To do ::
Your answer must be a single number: the count of lines in the entries below that hold "disc".

Saved data entries ::
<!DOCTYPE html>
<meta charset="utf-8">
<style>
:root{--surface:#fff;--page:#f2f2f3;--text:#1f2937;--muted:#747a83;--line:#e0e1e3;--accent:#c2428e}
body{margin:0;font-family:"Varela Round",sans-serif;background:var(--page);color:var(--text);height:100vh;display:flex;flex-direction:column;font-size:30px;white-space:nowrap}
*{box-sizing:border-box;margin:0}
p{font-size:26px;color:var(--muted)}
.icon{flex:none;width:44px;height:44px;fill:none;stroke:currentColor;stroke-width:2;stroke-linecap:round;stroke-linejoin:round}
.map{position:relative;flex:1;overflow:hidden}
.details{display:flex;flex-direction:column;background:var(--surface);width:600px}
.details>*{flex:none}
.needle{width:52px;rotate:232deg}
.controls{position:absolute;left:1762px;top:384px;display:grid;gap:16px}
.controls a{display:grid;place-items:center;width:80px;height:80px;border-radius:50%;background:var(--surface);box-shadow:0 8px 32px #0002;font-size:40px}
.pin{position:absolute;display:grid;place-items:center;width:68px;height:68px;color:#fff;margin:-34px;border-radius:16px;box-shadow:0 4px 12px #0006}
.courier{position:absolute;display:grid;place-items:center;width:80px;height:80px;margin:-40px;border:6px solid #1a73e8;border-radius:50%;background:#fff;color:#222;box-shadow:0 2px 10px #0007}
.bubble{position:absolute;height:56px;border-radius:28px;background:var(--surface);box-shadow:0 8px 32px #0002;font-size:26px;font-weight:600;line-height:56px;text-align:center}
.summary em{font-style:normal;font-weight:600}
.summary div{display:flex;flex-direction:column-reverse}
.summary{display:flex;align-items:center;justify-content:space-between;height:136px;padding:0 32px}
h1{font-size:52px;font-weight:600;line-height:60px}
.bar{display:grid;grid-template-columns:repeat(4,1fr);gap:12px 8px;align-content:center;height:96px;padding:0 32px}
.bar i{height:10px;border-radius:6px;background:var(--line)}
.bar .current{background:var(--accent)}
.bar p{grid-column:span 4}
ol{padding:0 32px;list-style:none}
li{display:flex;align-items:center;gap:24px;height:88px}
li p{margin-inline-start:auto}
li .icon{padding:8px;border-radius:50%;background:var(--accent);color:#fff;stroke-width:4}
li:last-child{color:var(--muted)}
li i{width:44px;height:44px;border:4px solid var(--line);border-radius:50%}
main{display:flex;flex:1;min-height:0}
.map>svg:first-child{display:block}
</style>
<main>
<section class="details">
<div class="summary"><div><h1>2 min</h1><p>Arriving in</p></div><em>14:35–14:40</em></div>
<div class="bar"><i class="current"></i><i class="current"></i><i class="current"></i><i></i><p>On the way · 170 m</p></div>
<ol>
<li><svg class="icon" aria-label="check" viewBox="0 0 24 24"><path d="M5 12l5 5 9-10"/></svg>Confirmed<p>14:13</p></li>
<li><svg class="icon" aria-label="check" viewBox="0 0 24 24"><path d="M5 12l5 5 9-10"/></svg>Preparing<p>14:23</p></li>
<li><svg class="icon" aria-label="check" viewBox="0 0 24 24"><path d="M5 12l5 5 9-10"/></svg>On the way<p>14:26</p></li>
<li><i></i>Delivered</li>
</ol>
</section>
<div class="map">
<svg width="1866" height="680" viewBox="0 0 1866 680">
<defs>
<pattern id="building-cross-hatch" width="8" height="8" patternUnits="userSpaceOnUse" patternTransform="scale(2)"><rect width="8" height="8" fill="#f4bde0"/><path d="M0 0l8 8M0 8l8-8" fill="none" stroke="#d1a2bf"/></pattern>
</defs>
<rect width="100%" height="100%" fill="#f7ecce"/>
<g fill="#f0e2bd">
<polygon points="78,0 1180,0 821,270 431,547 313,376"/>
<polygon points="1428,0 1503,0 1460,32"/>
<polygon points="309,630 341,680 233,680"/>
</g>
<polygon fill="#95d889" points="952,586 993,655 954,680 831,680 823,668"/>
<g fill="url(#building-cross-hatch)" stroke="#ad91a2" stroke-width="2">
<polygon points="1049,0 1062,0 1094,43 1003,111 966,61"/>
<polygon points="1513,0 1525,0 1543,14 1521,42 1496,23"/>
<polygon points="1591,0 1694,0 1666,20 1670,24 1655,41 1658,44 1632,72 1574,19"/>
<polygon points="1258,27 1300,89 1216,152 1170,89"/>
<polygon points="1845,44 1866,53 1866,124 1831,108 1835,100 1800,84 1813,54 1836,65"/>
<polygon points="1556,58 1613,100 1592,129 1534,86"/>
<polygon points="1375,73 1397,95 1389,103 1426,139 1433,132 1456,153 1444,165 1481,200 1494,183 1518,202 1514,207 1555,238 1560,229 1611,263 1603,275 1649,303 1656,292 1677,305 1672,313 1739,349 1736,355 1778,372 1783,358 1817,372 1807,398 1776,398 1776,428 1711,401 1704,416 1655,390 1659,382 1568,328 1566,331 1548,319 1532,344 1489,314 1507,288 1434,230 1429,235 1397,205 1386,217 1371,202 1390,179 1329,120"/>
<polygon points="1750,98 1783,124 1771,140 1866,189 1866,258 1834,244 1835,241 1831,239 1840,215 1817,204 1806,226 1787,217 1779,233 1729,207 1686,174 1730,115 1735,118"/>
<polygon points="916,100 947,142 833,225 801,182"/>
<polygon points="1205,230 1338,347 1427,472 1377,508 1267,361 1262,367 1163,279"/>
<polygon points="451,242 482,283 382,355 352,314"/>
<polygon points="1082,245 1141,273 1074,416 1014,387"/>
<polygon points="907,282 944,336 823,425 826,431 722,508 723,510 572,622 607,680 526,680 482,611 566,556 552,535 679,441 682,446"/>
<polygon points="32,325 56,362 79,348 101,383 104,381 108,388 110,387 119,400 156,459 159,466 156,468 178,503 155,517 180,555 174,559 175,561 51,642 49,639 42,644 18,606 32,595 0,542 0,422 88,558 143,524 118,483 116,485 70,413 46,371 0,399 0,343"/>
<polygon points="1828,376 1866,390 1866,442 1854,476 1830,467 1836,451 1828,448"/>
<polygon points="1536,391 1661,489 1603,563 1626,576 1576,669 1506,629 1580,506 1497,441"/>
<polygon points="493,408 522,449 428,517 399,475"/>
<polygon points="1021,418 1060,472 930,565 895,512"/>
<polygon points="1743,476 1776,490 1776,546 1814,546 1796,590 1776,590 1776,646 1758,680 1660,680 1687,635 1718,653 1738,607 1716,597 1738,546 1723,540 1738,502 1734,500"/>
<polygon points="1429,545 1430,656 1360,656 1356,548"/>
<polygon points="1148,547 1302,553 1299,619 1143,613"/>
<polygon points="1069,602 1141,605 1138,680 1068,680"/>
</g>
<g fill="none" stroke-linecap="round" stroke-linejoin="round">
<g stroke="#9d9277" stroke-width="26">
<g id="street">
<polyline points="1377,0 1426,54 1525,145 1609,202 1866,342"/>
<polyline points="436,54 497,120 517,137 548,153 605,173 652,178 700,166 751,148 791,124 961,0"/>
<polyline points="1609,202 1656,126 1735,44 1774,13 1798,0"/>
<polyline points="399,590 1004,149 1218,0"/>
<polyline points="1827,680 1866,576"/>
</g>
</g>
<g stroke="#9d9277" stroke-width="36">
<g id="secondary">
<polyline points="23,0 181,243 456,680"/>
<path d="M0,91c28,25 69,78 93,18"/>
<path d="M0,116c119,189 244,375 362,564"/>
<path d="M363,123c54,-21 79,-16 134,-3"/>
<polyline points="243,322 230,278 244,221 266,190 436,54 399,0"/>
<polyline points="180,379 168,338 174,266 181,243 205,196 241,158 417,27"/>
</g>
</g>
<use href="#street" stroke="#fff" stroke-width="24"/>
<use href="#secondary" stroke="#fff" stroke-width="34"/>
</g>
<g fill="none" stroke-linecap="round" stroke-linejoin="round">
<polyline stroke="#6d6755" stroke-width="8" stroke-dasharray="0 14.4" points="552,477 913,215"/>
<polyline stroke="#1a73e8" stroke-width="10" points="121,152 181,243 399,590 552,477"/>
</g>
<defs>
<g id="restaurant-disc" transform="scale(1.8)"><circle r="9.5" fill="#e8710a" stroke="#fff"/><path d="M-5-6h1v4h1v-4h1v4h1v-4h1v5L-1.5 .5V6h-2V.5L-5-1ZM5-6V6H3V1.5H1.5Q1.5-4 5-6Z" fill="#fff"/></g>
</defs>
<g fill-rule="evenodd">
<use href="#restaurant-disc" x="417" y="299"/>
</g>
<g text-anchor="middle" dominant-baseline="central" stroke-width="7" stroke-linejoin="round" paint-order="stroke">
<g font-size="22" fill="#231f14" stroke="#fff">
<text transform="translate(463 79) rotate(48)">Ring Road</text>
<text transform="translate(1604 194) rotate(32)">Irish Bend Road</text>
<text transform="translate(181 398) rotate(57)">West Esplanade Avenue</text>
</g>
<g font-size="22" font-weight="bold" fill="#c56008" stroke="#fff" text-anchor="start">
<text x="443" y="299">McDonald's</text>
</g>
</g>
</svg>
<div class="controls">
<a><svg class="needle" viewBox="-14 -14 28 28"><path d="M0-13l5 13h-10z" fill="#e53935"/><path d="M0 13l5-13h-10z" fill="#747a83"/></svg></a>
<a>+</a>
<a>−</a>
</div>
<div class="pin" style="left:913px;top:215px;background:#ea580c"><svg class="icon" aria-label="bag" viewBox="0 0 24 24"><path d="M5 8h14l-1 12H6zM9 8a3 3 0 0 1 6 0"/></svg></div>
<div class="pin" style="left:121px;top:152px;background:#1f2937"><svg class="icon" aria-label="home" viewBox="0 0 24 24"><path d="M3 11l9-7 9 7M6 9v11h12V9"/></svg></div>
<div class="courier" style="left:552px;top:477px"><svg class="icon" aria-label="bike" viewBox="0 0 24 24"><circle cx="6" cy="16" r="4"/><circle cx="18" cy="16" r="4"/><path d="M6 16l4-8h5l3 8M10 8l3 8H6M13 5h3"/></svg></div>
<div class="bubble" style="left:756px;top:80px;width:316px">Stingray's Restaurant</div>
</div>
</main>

Final answer ::
2